La Chambre africaine de l’énergie a indiqué, en août dernier, que les pays africains auront besoin d’environ 375 milliards de dollars de financements au cours des dix à douze prochaines années pour maintenir la production des champs gaziers existants, développer de nouveaux gisements et construire des infrastructures pour acheminer le combustible fossile vers les marchés.
Le rapport indique que ces financements colossaux, qui représentent près de 20% du PIB du continent, seront difficiles à mobiliser dans l’état actuel des choses, et ce malgré l’engouement européen pour le gaz africain depuis le début de la guerre en Ukraine. D’autant plus que les bailleurs de fonds se détournent de plus en plus du financement des énergies fossiles et mettent le cap sur les énergies renouvelables.

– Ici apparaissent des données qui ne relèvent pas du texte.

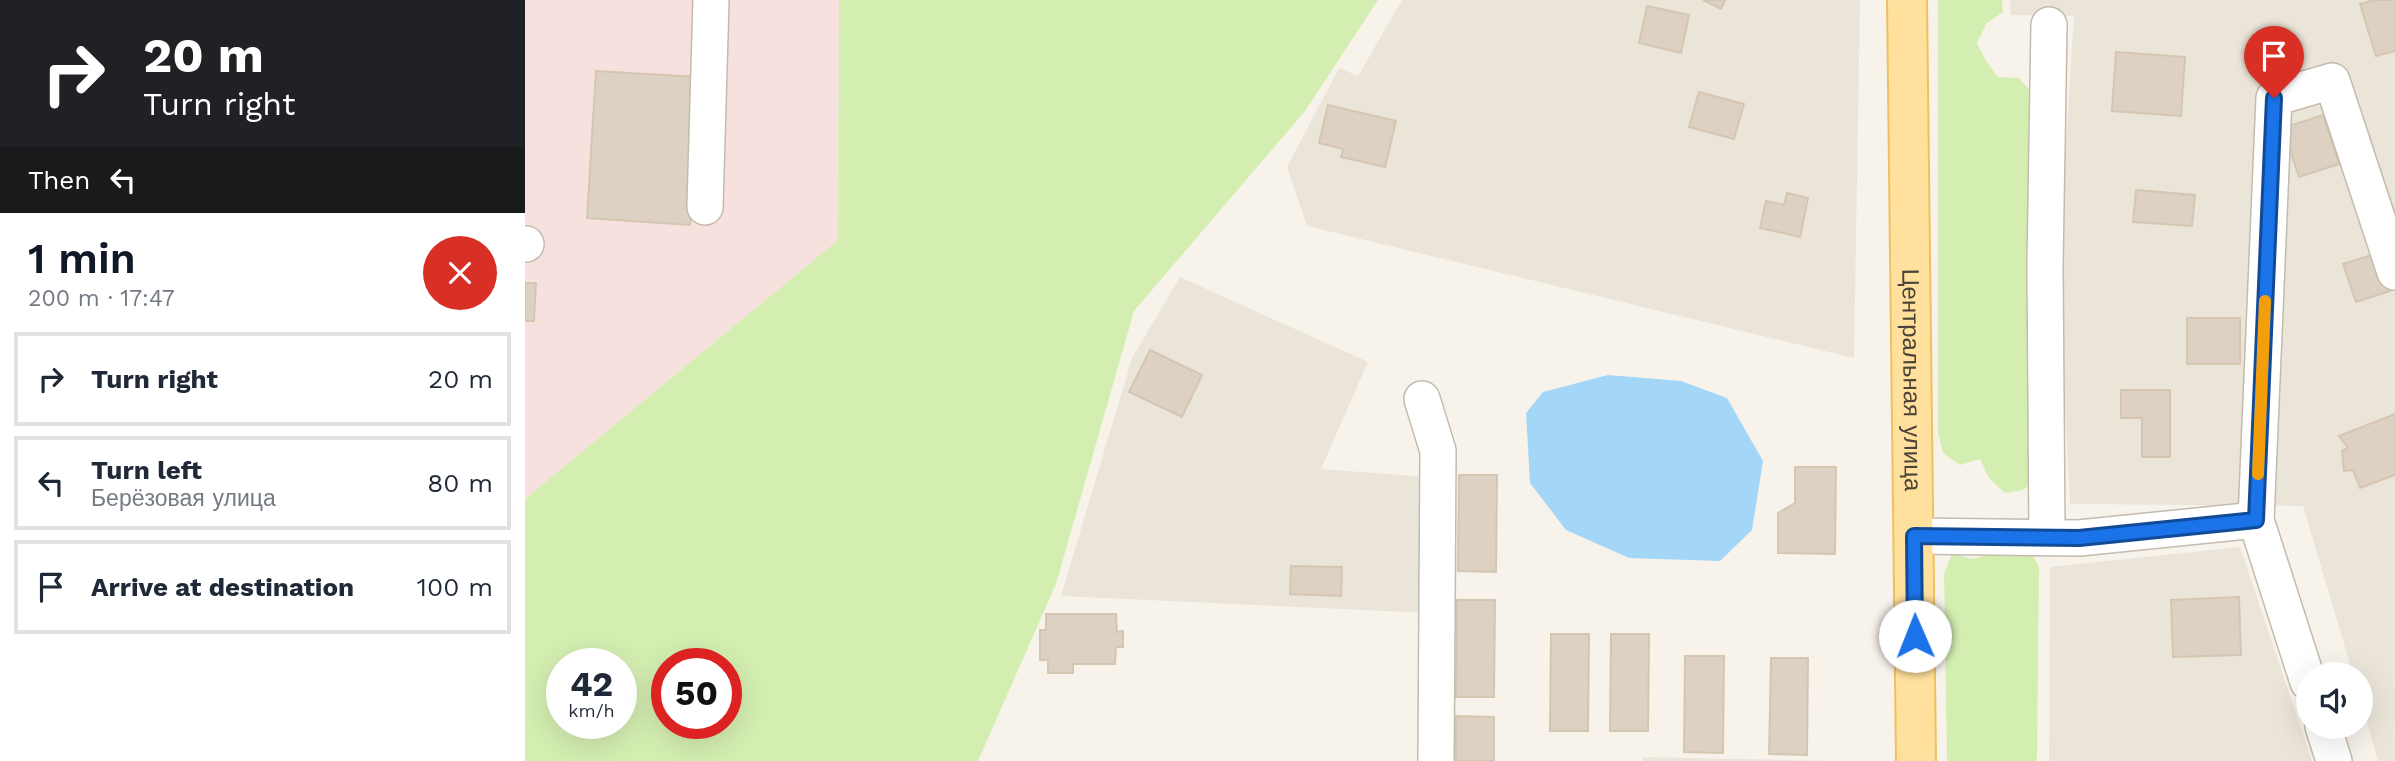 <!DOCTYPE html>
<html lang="en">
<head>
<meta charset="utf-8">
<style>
  :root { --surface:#fff; --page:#f6f6f7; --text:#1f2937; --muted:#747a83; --line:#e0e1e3; --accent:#111827 }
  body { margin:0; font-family:"Work Sans",sans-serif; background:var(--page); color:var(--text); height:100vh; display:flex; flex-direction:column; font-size:26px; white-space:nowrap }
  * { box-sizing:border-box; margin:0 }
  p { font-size:23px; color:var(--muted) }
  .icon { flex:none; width:38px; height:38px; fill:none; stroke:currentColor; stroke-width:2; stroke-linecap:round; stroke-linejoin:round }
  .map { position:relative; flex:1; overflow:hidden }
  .sheet { display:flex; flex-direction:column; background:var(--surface); width:525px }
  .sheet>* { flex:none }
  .hud { background:#202124; color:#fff; overflow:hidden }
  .tools { position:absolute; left:1771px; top:662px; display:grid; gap:14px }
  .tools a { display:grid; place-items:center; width:77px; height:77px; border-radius:50%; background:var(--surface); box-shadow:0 7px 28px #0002; font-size:35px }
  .speed { position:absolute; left:21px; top:648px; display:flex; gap:14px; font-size:35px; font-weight:700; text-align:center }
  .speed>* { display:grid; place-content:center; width:91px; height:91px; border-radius:50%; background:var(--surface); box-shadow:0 7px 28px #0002; line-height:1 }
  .speed small { font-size:18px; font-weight:400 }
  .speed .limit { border:10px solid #d22; background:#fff; color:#111 }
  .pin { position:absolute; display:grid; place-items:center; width:60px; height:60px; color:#fff; margin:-72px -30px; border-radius:50% 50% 50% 0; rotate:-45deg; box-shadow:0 0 7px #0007 }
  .pin .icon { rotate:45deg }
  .me { position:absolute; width:77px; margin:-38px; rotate:359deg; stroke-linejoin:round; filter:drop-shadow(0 0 5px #0008) }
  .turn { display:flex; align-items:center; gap:24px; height:147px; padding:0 28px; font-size:32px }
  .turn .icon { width:91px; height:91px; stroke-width:2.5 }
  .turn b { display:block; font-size:49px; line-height:60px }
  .then { display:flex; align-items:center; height:66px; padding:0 28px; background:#0003; gap:14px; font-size:26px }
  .round { display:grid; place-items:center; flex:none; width:74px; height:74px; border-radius:37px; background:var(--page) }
  .overview { display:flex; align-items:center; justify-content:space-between; height:119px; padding:0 28px }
  h1 { font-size:42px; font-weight:600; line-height:52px; color:var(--accent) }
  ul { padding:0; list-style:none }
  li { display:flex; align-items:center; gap:21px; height:94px; margin:0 14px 10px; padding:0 14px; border:4px solid var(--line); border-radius:0px }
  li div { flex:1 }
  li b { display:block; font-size:26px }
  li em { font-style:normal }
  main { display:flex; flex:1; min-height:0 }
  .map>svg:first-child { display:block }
  .residential { fill:#ebe5d9 }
  .medical { fill:#f7e1de }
  .green { fill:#d4eeb1; fill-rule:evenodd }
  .water { fill:#a4d7f7 }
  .building { fill:#dcd1c2; stroke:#d5c6b2; stroke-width:2 }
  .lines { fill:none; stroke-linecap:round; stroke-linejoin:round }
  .minor-casing { stroke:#c3bbac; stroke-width:38 }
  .major-casing { stroke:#efc061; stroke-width:42 }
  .minor { stroke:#fff; stroke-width:35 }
  .major { stroke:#ffe09c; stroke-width:38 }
  .route-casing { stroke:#114b97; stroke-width:18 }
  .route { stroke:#1a73e8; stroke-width:12 }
  .slow { stroke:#f59e0b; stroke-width:12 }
  .labels { text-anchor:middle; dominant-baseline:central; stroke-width:5; stroke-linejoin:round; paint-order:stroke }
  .street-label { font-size:24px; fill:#4c4338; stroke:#fff }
</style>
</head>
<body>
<main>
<section class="sheet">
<div class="hud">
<div class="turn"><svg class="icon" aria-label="right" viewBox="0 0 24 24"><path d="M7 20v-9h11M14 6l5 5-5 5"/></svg><div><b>20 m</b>Turn right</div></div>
<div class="then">Then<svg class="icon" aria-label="left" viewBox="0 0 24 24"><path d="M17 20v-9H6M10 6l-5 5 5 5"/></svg></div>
</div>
<div class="overview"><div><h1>1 min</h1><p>200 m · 17:47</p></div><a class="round" style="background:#d93025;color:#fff"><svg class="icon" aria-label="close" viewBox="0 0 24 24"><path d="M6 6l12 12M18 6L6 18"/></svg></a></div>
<ul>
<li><svg class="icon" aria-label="right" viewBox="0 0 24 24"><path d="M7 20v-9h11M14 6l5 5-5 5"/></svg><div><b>Turn right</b></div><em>20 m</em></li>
<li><svg class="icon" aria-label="left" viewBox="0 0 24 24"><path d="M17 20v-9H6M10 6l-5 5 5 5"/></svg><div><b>Turn left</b><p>Берёзовая улица</p></div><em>80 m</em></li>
<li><svg class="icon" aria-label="arrive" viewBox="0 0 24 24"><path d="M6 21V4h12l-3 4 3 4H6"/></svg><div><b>Arrive at destination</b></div><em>100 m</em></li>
</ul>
</section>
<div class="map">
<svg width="1870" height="761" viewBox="0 0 1870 761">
  <rect width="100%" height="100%" fill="#f7f3eb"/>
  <g class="residential">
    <polygon points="877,0 1335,0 1329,358 782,226 762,167 814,68 833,76"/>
    <polygon points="1485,0 1870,0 1870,761 1853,761 1836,701 1836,674 1828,674 1778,506 1545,504 1533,270 1549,16 1486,15"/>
    <polygon points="655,277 843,362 796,469 905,477 904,613 536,596 607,358"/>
    <polygon points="1715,547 1787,761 1524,761 1525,567"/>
    <polygon points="1118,757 1310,761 1118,761"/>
  </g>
  <polygon class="medical" points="0,0 314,0 313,240 0,499"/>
  <g class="green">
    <path d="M314 0H853L780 111 609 311 531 584 453 761H0V499L313 240ZM96 663V723H37V663ZM201 663V723H142V663Z"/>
    <polygon points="1413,0 1477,0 1478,12 1461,24 1452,43 1461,61 1473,77 1494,78 1507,93 1509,480 1498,490 1480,493 1464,478 1455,459 1435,465 1418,453 1413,432"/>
    <polygon points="1467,553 1508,556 1514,567 1512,761 1422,761 1419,573 1427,554 1448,559"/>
  </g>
  <polygon class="water" points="1083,375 1156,381 1202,398 1238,461 1227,530 1195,561 1104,558 1041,530 1005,483 1001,413 1018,392"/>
  <g class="building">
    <polygon points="1178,0 1200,0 1196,9"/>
    <polygon points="1849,0 1870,0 1870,51 1851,56 1835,4"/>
    <polygon points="1122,6 1164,15 1156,53 1114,43"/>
    <polygon points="1591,52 1660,57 1656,116 1587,111"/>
    <polygon points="71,71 173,77 165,225 62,218"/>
    <polygon points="1174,92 1219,104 1209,139 1164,127"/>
    <polygon points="803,105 871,121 860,167 816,157 818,149 794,143"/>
    <polygon points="1798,115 1814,164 1774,177 1758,128"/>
    <polygon points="1611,190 1670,195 1667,226 1608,222"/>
    <polygon points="1262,193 1283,198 1275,237 1235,228 1241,201 1259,205"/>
    <polygon points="1853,253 1865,291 1831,302 1818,264"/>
    <polygon points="0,283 11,283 9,321 0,321"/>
    <rect x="1662" y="318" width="53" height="46"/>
    <polygon points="625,350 677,375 657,417 604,392"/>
    <polygon points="1596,390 1645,390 1645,457 1617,457 1617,418 1596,418"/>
    <polygon points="1870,414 1870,475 1835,488 1828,470 1819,471 1817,451 1823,448 1814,436"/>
    <polygon points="1270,467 1311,467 1310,554 1253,553 1253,513 1270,503"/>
    <polygon points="934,475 972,475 971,572 933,571"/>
    <polygon points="766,566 817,567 816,596 765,594"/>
    <polygon points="1714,597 1716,655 1648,657 1646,600"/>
    <polygon points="932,600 970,600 969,697 931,697"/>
    <polygon points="521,614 591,614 592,632 598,631 598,647 591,647 590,664 548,664 548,673 523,673 523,660 515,660 515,630 521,630"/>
    <polygon points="1026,634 1064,634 1063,731 1025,731"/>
    <polygon points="1086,634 1124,634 1123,731 1085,731"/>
    <polygon points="1160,656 1199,656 1198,753 1159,752"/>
    <polygon points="1246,658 1283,658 1282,755 1244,754"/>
    <polygon points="931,716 969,717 969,761 931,761"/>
  </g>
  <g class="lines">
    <g class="minor-casing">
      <g id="minor">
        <polyline points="180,207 186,0"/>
        <polyline points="0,244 1,244"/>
        <polyline points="897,399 913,451 911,761"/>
        <polyline points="1389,536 1554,538 1731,520"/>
        <polyline points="1522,537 1520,265 1524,25"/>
        <polyline points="1783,682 1731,520 1749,98 1807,81 1870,272"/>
        <polyline points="1798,726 1809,761"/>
      </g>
    </g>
    <g class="major-casing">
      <g id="major">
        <path id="s1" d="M1382 0 1391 761"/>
      </g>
    </g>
    <use href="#minor" class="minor"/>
    <use href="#major" class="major"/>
  </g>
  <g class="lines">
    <g class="route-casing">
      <polyline id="route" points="1390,636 1389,536 1554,538 1731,520 1749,98"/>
    </g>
    <use href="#route" class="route"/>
    <polyline class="slow" points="1733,474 1740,301"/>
  </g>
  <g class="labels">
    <g class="street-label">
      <text stroke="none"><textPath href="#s1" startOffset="380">Центральная улица</textPath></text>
    </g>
  </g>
</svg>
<div class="tools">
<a><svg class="icon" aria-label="sound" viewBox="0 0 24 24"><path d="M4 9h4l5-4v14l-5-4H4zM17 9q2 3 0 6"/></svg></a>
</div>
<div class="speed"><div>42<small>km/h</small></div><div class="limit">50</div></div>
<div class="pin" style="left:1749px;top:98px;background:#d93025"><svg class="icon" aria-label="arrive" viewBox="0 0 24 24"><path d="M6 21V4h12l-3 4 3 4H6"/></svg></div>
<svg class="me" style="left:1390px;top:636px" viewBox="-20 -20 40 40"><circle r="19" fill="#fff"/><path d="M0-13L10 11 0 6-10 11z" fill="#1a73e8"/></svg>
</div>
</main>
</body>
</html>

Les investissements locaux ne suffiront pas
Durant la COP 26 à Glasgow, une vingtaine de pays développés se sont engagés à mettre un terme au financement à l’étranger de projets d’énergies fossiles sans techniques de capture de carbone à partir de fin 2022.
Lors du sommet One Planet organisé en décembre 2017, le groupe de la Banque mondiale a annoncé la fin des financements des activités en amont du secteur pétrolier et gazier après 2019, tout en précisant que le financement d’activités en amont du secteur gazier sera exceptionnellement envisagé dans les pays les moins avancés lorsqu’il favorise indéniablement l’accès à l’énergie pour les pauvres et lorsque le projet est conforme aux engagements du pays au titre de l’Accord de Paris sur le climat. De son côté, la Banque européenne d’investissement (BEI) s’est engagée à mettre fin au financement des projets liés aux énergies fossiles à partir de la fin de l’année 2021.
Soumises à une pression croissante, les compagnies internationales spécialisées dans l’exploitation des hydrocarbures se désengagent, quant à elles, de plus en plus des actifs africains pour plusieurs raisons, dont les risques environnementaux, politiques et sécuritaires. Dans le même temps, très peu de compagnies nationales africaines ont les moyens pour combler une grande partie du déficit d’investissement croissant de financements.
Même des initiatives régionales comme celle lancée par la Banque africaine d’import-export (Afreximbank) et l’Organisation des producteurs de pétrole africains (APPO) pour la création d’une banque africaine de l’énergie ne suffiront pas pour mobiliser les financements nécessaires au développement des nouveaux gisements gaziers découverts sur le continent. Par conséquent, des niveaux adéquats de flux d’investissements internationaux dans l’industrie gazière en Afrique sont nécessaires.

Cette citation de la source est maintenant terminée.